The reference page about the Go Memory Model tells you the following:

compilers and processors may reorder the reads and writes executed within a single goroutine only when the reordering does not change the behavior within that goroutine as defined by the language specification.

The compiler may therefore reorder the two writes inside the body of the setup function, from

a = "hello, world"
done = true

to

done = true
a = "hello, world"

The following situation may then occur:

  • One doprint goroutine doesn't observe the write to done and therefore initiates a single execution of the setup function;
  • The other doPrint goroutine observes the write to done but finishes executing before observing the write to a; it therefore prints the zero value of a's type, i.e. the empty string.

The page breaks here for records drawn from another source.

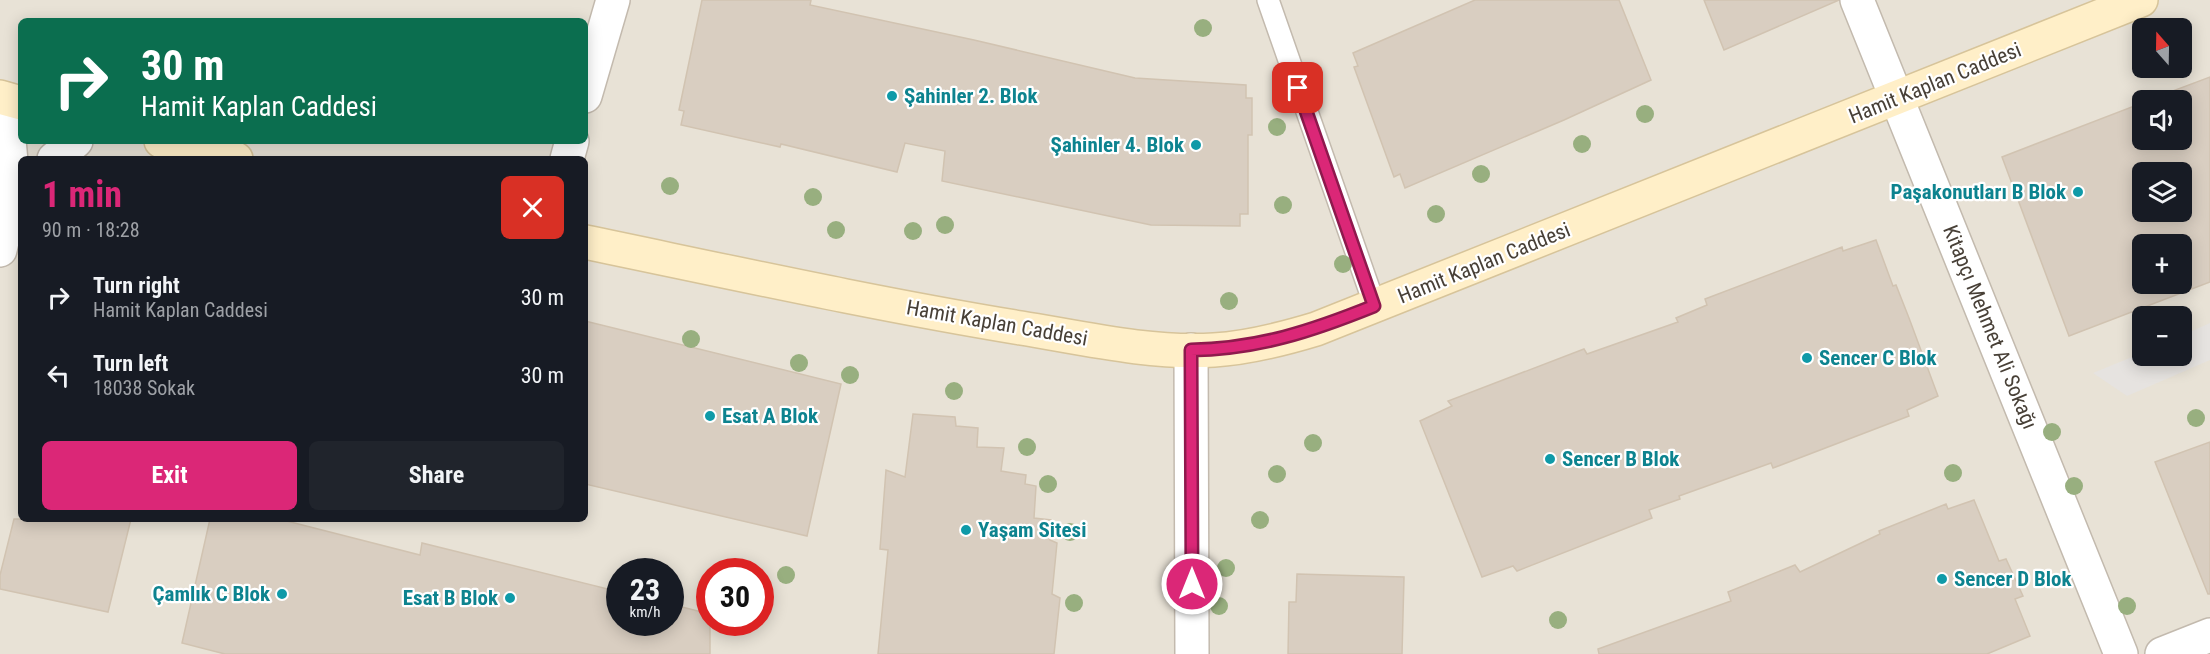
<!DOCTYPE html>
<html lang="en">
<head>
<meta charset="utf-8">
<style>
	body { margin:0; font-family:"Roboto Condensed",sans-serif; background:#20242c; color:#f1f3f6; height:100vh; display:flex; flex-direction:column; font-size:22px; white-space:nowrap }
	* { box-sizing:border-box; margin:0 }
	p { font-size:20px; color:#9ea1a6 }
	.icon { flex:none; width:33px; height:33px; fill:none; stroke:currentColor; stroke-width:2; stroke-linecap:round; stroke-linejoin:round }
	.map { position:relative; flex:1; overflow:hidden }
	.details { position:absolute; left:18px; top:156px; width:570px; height:366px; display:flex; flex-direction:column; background:#171b24; border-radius:9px; box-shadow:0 3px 15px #0003 }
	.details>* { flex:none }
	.guide { position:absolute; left:18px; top:18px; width:570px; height:126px; border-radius:9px; box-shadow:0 3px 15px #0003; background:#0b6e4f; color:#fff; overflow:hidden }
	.needle { width:39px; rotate:340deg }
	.fabs { position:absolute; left:2132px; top:18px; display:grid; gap:12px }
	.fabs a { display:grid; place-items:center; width:60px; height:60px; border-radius:9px; background:#171b24; box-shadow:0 3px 15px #0003; font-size:30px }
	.speed { position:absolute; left:606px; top:558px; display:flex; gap:12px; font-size:30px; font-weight:700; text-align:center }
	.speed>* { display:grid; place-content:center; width:78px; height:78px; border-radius:50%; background:#171b24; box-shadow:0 3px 15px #0003; line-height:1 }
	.speed small { font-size:15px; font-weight:400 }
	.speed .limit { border:9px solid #d22; background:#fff; color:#111 }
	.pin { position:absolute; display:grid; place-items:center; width:51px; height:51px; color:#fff; margin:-26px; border-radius:12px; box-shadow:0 3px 9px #0006 }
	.me { position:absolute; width:66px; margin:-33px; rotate:0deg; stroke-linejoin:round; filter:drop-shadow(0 0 4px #0008) }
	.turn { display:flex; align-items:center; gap:21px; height:126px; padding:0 24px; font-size:27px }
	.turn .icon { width:78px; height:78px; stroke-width:2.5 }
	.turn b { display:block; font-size:42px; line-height:51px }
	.round { display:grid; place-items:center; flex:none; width:63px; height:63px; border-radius:9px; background:#20242c }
	.head { display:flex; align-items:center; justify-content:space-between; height:102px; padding:0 24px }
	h1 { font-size:36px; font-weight:700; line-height:45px; color:#db2777 }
	.cta { display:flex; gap:12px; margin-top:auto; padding:12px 24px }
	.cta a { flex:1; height:69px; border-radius:9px; background:#db2777; color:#fff; font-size:24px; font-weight:700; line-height:69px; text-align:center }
	.cta a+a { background:#20242c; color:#f1f3f6 }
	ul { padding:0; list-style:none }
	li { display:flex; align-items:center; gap:18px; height:78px; padding:0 24px }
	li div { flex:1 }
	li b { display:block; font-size:22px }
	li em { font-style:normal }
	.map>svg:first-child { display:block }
	.residential { fill:#e8e2d6; fill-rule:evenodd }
	.parking { fill:#e6e3e0 }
	.building { fill:#d9cec1; stroke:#d1c3b1; stroke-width:1.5; fill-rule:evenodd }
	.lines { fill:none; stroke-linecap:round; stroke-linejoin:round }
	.service-casing { stroke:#c3baae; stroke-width:24 }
	.minor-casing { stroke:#c3baae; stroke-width:36 }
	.secondary-casing { stroke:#d7c49a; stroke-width:36 }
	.service { stroke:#fff; stroke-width:21 }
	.minor { stroke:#fff; stroke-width:33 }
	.secondary { stroke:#ffefc8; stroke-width:33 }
	.tree { fill:#98af7f }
	.route-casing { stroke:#8e194d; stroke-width:15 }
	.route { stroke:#db2777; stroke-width:10 }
	.culture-dot { fill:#0f9aa8; stroke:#fff; stroke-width:2 }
	.labels { text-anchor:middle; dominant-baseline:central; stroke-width:4.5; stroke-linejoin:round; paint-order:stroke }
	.street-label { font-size:21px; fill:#484037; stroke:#fff }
	.culture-label { font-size:21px; font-weight:bold; fill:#0d838f; stroke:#fff; text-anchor:start }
</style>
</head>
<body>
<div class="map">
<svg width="2210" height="654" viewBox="0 0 2210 654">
	<rect width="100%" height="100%" fill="#f4f0e8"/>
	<!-- residential -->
	<path class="residential" d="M0,0H2210V654H0ZM21,21H585V141H21ZM2142,28H2181V68H2142ZM2142,100H2181V140H2142ZM21,159H585V519H21ZM2142,172H2181V212H2142ZM2142,244H2181V284H2142ZM2142,316H2181V356H2142ZM620,572H670V622H620ZM710,572H760V622H710Z"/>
	<!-- parking -->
	<path class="parking" d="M2210,323V360L2127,396L2093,373L2142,353V356H2181V336Z"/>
	<!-- building -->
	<g class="building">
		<path d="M702,0H811L810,5L974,40L1135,78L1246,85V98H1252V135H1248V214H1240V226L1151,225L942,181L945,151L905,143L897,172L781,144L780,147L681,125L684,111L679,110Z"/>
		<path d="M1475,0H1619L1651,80L1564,120L1405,188L1400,174L1394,177L1354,67L1358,66L1353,53Z"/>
		<path d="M1704,0H1839L1724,50Z"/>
		<path d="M2210,77V282L2069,336L2002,157L2142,103V140H2181V100H2149ZM2142,172H2181V212H2142ZM2142,244H2181V284H2142Z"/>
		<path d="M1876,240L1893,286L1896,285L1909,318L1938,396L1907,410L1909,416L1773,468L1771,463L1679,496L1680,499L1649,510L1652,518L1517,571L1513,566L1482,577L1420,421L1452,406L1448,401L1584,349L1587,354L1678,322L1676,318L1707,305L1705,299L1842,247L1843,251Z"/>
		<path d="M585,321L841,384L807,536L585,484Z"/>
		<path d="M913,414L955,417L956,426L978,428L977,447L1004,448L1001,471L1026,475L1025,484L1036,486L1034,518L1051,520L1050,540L1057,543L1052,594L1060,598L1054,654H878L888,550L880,549L886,470L905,477Z"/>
		<path d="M2210,442V594H2208L2155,462Z"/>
		<path d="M1974,500L1999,561L2006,559L2023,596L2015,599L2030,636L1987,654H1599L1598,649L1731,601L1728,592L1795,565L1800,572L1880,534L1879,531L1946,504L1948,509Z"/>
		<path d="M14,519H131L108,612L0,589V575Z"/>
		<path d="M210,519H279L420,555L422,543L620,592V622H670V604L710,614V654H225L182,643Z"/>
		<path d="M1297,574L1404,577L1402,654H1288L1289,602H1296Z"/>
	</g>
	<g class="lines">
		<!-- service casing -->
		<g class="service-casing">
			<path id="service" d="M1268,0L1375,306"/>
		</g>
		<!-- minor casing -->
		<g class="minor-casing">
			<g id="minor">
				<path d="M1857,0L2121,654"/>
				<path d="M585,96L613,0"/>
				<path d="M54,159L76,141"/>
				<path d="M567,159L572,141"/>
				<path d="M0,250L14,192L5,99"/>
				<path d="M1191,350L1192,654"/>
				<path d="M2162,654L2210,635"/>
			</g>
		</g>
		<!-- secondary casing -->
		<g class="secondary-casing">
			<g id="secondary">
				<path d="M0,97L21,103"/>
				<path d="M161,141L236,159"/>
				<path d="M585,242C730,272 875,304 1021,328C1082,338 1151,354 1214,350C1249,348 1283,339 1316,329L2141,0"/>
			</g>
		</g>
		<!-- service -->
		<use href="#service" class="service"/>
		<!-- minor -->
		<use href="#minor" class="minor"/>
		<!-- secondary -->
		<use href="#secondary" class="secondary"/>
	</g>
	<!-- trees -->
	<g class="tree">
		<circle cx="1203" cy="28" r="9"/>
		<circle cx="1645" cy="114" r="9"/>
		<circle cx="1277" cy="127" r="9"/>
		<circle cx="1582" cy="144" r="9"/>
		<circle cx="1481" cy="174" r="9"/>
		<circle cx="670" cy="186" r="9"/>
		<circle cx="813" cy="197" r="9"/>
		<circle cx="1283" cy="205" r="9"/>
		<circle cx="1436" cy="214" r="9"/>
		<circle cx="945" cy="225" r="9"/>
		<circle cx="836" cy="230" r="9"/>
		<circle cx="913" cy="231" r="9"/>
		<circle cx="1343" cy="264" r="9"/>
		<circle cx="1229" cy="301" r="9"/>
		<circle cx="691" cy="339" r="9"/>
		<circle cx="799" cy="363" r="9"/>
		<circle cx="850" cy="375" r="9"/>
		<circle cx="954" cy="391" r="9"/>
		<circle cx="2196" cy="418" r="9"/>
		<circle cx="2052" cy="432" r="9"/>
		<circle cx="1313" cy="443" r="9"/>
		<circle cx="1027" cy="447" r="9"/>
		<circle cx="1953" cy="473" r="9"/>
		<circle cx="1277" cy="474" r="9"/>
		<circle cx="1048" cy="484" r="9"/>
		<circle cx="2074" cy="486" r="9"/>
		<circle cx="1260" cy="520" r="9"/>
		<circle cx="1070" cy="532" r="9"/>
		<circle cx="1226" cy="568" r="9"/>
		<circle cx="786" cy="575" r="9"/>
		<circle cx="1074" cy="603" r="9"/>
		<circle cx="1219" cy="606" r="9"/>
		<circle cx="2127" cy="606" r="9"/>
		<circle cx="1558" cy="620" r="9"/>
	</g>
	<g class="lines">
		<!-- route casing -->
		<g class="route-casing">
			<path id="route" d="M1192,584L1191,350C1258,349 1312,331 1374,306L1298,88"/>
		</g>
		<!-- route -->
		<use href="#route" class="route"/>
	</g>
	<!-- markers -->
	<g class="culture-dot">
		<circle cx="892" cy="96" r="6"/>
		<circle cx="1196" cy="145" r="6"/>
		<circle cx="2078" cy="192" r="6"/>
		<circle cx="1807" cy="358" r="6"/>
		<circle cx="710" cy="416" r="6"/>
		<circle cx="1550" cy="459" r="6"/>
		<circle cx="966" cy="530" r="6"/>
		<circle cx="1942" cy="579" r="6"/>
		<circle cx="282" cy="594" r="6"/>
		<circle cx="510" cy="598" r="6"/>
	</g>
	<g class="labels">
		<!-- street labels -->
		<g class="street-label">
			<text transform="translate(1935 83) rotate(-22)">Hamit Kaplan Caddesi</text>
			<text transform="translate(1484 263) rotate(-22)">Hamit Kaplan Caddesi</text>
			<text transform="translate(997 323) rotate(10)">Hamit Kaplan Caddesi</text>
			<text transform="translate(1990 327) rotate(68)">Kitapçı Mehmet Ali Sokağı</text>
		</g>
		<!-- culture labels -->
		<g class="culture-label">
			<text x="904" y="96">Şahinler 2. Blok</text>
			<text x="1184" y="145" text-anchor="end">Şahinler 4. Blok</text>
			<text x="2066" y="192" text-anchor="end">Paşakonutları B Blok</text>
			<text x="1819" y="358">Sencer C Blok</text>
			<text x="722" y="416">Esat A Blok</text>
			<text x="1562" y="459">Sencer B Blok</text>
			<text x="978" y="530">Yaşam Sitesi</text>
			<text x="1954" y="579">Sencer D Blok</text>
			<text x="270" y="594" text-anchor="end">Çamlık C Blok</text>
			<text x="498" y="598" text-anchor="end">Esat B Blok</text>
		</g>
	</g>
</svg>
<div class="fabs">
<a><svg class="needle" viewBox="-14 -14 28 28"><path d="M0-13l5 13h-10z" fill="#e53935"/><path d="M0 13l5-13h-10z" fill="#9ea1a6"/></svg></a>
<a><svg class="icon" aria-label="sound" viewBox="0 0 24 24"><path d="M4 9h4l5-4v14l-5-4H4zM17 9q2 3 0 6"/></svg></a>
<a><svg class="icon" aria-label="layers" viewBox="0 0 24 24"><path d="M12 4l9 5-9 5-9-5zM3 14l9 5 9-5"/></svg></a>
<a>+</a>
<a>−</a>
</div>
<div class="speed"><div>23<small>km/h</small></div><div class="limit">30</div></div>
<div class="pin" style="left:1298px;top:88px;background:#d93025"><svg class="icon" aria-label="arrive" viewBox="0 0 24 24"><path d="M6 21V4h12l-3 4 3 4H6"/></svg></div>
<svg class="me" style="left:1192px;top:584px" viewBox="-20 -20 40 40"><circle r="17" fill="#db2777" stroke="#fff" stroke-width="3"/><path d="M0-11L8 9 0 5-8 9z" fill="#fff"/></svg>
<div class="guide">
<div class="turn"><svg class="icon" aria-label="right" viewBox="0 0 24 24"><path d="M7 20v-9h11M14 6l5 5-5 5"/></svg><div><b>30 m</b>Hamit Kaplan Caddesi</div></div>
</div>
<section class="details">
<div class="head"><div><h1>1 min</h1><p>90 m · 18:28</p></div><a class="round" style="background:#d93025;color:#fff"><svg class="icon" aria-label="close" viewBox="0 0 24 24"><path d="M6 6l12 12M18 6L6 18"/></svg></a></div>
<ul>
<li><svg class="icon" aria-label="right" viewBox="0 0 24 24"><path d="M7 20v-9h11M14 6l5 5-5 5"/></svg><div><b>Turn right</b><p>Hamit Kaplan Caddesi</p></div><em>30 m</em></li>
<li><svg class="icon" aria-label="left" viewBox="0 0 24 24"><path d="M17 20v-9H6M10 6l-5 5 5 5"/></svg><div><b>Turn left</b><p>18038 Sokak</p></div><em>30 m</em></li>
</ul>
<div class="cta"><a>Exit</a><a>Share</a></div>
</section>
</div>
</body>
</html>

I ran this code about five times, and every time, it printed "hello world".

You need to understand the distinction between a synchronization bug (a property of the code) and a race condition (a property of a particular execution); this post by Valentin Deleplace does a great job at elucidating that distinction. In short, a synchronization bug may or may not give rise to a race condition; however, just because a race condition doesn't manifest itself in a number of executions of your program doesn't mean your program is bug-free.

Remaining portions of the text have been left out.